Norris: Christian Ranger

Ordinarily, I don't care what actors think about politics. But I do care about actors who espouse popular conservative views on popular conservative forums. Especially when those actors endorse relatively successful politicians who promise us faith-based politics.

Townhall.com has published at least a couple of Chuck Norris's articles praising Mike Huckabee. Here is one segment from Norris's recent piece about murder in our society:

We teach our children they are nothing more than glorified apes, yet we don't expect them to act like monkeys. We place our value in things, yet expect our children to value people. We disrespect one another, but expect our children to respect others. We terminate children in the womb, but are surprised when children outside the womb terminate other children. We push God to the side, but expect our children to be godly. We've abandoned moral absolutes, yet expect our children to obey the universal commandment: "Thou shall not murder."


Once we weed out the platitudes, we are left with the following substantive claims: the teaching of evolution as science, abortion, irreligion, and moral non-absolutism are responsible for murder.

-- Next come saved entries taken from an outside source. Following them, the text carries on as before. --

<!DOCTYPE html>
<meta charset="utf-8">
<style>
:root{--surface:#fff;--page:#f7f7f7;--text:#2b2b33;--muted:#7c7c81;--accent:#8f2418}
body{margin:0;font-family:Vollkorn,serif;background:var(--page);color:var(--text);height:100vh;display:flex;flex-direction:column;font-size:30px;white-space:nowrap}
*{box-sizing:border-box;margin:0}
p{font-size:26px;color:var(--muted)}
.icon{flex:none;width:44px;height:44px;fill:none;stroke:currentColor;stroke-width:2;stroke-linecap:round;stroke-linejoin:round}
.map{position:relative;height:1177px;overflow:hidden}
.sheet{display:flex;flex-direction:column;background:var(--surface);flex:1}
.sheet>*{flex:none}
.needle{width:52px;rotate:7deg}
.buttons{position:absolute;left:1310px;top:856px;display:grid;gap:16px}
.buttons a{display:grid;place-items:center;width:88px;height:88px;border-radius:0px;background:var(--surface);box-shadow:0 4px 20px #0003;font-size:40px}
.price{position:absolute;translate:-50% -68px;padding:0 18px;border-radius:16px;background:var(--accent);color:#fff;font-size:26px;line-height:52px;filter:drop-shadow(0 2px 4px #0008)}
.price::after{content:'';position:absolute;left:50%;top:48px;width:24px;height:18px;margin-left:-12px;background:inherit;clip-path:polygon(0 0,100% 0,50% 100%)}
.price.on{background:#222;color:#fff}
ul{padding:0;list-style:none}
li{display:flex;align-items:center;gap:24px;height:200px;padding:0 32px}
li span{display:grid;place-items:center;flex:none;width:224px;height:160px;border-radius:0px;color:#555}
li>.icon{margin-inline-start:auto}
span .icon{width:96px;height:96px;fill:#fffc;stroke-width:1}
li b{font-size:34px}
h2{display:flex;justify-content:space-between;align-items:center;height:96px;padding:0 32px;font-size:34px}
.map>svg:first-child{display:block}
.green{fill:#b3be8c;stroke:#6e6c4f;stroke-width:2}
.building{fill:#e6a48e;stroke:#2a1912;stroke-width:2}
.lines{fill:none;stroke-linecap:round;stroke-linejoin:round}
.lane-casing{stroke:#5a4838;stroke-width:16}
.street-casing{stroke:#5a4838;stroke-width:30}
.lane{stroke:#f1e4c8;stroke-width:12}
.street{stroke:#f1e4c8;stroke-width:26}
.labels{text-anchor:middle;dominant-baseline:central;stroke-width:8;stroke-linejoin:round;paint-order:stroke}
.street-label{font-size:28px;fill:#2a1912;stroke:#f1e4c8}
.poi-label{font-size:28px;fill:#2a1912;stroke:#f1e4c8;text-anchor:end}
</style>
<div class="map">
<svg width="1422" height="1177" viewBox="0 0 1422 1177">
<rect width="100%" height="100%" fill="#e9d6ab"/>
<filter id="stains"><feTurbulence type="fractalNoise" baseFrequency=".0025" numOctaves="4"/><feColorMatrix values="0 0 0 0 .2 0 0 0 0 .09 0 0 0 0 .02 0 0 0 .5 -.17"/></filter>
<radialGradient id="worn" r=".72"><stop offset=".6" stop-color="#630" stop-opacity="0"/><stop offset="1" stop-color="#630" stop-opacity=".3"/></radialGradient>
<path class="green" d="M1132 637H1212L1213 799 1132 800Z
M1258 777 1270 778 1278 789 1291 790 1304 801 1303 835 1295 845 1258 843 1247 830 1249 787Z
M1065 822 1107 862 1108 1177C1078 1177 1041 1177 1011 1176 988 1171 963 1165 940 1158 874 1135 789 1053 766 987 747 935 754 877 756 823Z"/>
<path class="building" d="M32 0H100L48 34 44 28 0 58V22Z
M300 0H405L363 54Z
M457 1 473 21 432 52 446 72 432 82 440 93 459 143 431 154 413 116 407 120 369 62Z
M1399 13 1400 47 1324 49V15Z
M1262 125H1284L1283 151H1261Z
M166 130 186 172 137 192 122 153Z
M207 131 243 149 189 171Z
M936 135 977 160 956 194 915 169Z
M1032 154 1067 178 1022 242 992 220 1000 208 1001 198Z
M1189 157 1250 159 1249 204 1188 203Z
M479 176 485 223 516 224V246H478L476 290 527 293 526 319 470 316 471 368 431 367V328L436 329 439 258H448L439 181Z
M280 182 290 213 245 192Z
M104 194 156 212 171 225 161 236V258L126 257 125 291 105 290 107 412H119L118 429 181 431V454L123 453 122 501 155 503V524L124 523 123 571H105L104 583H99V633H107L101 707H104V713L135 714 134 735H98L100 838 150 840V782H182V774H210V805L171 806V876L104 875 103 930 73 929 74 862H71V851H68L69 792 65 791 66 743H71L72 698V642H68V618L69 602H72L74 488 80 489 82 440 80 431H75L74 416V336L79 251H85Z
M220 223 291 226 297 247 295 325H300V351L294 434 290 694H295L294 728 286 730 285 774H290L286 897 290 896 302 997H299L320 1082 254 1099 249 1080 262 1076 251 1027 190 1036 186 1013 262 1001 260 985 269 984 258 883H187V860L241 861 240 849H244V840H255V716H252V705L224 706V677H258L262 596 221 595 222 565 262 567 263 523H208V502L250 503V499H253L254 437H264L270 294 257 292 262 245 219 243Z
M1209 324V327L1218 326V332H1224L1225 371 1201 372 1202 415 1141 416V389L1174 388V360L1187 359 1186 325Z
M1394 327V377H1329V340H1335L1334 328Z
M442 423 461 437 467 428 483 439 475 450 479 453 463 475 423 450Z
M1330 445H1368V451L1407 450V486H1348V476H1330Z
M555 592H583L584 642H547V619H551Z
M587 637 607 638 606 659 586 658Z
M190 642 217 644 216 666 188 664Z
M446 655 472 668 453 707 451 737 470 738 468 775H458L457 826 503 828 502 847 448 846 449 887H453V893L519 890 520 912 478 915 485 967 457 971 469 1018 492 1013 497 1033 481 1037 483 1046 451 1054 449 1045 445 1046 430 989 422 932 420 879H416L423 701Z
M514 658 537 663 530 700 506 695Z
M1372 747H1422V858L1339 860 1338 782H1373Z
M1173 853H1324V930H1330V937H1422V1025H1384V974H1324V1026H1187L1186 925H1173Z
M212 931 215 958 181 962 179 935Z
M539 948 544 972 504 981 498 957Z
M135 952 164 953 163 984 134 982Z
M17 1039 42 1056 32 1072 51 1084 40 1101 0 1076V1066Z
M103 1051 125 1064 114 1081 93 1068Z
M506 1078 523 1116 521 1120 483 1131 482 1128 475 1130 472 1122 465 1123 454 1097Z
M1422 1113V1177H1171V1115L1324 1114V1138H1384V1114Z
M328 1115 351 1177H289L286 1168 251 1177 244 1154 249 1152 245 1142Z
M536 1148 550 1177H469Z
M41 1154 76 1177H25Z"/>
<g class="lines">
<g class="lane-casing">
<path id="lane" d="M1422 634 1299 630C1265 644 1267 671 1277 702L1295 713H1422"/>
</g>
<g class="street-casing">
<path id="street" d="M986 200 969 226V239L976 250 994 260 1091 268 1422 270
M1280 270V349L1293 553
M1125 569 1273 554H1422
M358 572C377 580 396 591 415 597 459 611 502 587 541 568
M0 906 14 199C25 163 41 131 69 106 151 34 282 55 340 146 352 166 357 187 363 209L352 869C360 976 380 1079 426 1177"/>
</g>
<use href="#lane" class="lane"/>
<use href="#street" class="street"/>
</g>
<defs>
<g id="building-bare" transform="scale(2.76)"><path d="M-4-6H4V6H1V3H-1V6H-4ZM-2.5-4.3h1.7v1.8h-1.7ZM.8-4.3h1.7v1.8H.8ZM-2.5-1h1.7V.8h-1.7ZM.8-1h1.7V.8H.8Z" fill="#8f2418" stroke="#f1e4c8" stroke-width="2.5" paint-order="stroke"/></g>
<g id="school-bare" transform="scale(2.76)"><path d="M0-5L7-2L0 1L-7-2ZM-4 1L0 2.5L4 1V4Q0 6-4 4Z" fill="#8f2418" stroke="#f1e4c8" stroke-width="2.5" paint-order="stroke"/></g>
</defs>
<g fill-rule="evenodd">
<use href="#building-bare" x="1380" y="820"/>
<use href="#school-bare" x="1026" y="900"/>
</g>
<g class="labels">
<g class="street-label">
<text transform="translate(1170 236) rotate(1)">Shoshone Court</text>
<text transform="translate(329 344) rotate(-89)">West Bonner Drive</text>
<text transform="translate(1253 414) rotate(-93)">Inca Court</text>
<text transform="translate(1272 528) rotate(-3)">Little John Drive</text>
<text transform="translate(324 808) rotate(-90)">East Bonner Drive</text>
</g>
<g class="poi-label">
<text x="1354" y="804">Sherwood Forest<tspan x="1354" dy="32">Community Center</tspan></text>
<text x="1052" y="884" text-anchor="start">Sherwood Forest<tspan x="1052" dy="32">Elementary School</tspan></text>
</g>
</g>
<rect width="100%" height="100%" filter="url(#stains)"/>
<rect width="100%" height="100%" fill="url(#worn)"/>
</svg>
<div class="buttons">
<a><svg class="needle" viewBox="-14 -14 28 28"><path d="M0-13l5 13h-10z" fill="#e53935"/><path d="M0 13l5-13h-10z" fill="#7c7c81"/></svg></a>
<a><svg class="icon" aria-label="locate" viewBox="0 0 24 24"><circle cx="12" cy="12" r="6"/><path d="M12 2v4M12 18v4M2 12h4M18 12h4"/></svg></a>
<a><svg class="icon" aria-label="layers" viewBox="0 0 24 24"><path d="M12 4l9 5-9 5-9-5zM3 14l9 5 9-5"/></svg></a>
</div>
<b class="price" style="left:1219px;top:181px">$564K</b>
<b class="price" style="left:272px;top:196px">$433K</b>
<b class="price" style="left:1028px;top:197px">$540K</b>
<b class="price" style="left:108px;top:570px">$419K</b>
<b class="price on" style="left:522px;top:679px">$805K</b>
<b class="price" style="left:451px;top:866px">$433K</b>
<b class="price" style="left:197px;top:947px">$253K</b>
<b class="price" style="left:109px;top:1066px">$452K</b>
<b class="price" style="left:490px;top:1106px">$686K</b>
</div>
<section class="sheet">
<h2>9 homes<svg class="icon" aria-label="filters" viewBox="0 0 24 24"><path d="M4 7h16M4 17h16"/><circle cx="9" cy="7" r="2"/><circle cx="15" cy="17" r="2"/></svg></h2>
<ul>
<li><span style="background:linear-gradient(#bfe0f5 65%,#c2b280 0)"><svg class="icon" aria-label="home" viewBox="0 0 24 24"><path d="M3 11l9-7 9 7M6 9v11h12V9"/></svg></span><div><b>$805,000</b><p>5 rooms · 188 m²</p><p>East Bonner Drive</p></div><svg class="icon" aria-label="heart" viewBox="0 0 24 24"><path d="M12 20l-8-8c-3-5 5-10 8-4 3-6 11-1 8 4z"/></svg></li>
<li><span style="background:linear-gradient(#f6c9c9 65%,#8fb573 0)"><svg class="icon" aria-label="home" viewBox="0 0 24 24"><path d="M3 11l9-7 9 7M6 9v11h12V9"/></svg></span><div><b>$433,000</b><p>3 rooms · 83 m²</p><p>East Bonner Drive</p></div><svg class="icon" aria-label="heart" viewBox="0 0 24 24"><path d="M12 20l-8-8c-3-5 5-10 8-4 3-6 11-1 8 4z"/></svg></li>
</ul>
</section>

In other words, Norris believes that those who reject mythological explanations of the creation of the world and of life, those who find a distinction between a fertilized egg and a person, and those who decline to subordinate their lives to an invented supernatural being, all promote murder. And let's not look at the history of what those who believe the opposite tend to do.

Norris also wishes us to believe that the foundation of moral absolutism is mythology and supernaturalism. Perhaps it requires the sensibilities of one trained in the art of make-believe to see beyond the distinction between rigorously imposed religious rules and objective moral absolutes.

But Norris delivers the knock-out blow in his closing paragraph: "If Psalm 33:12 says, 'Blessed is the nation whose God is the Lord,' then what will be the state of blessedness for the nation that abandons God and his moral code of conduct?" Who can argue with logic like that?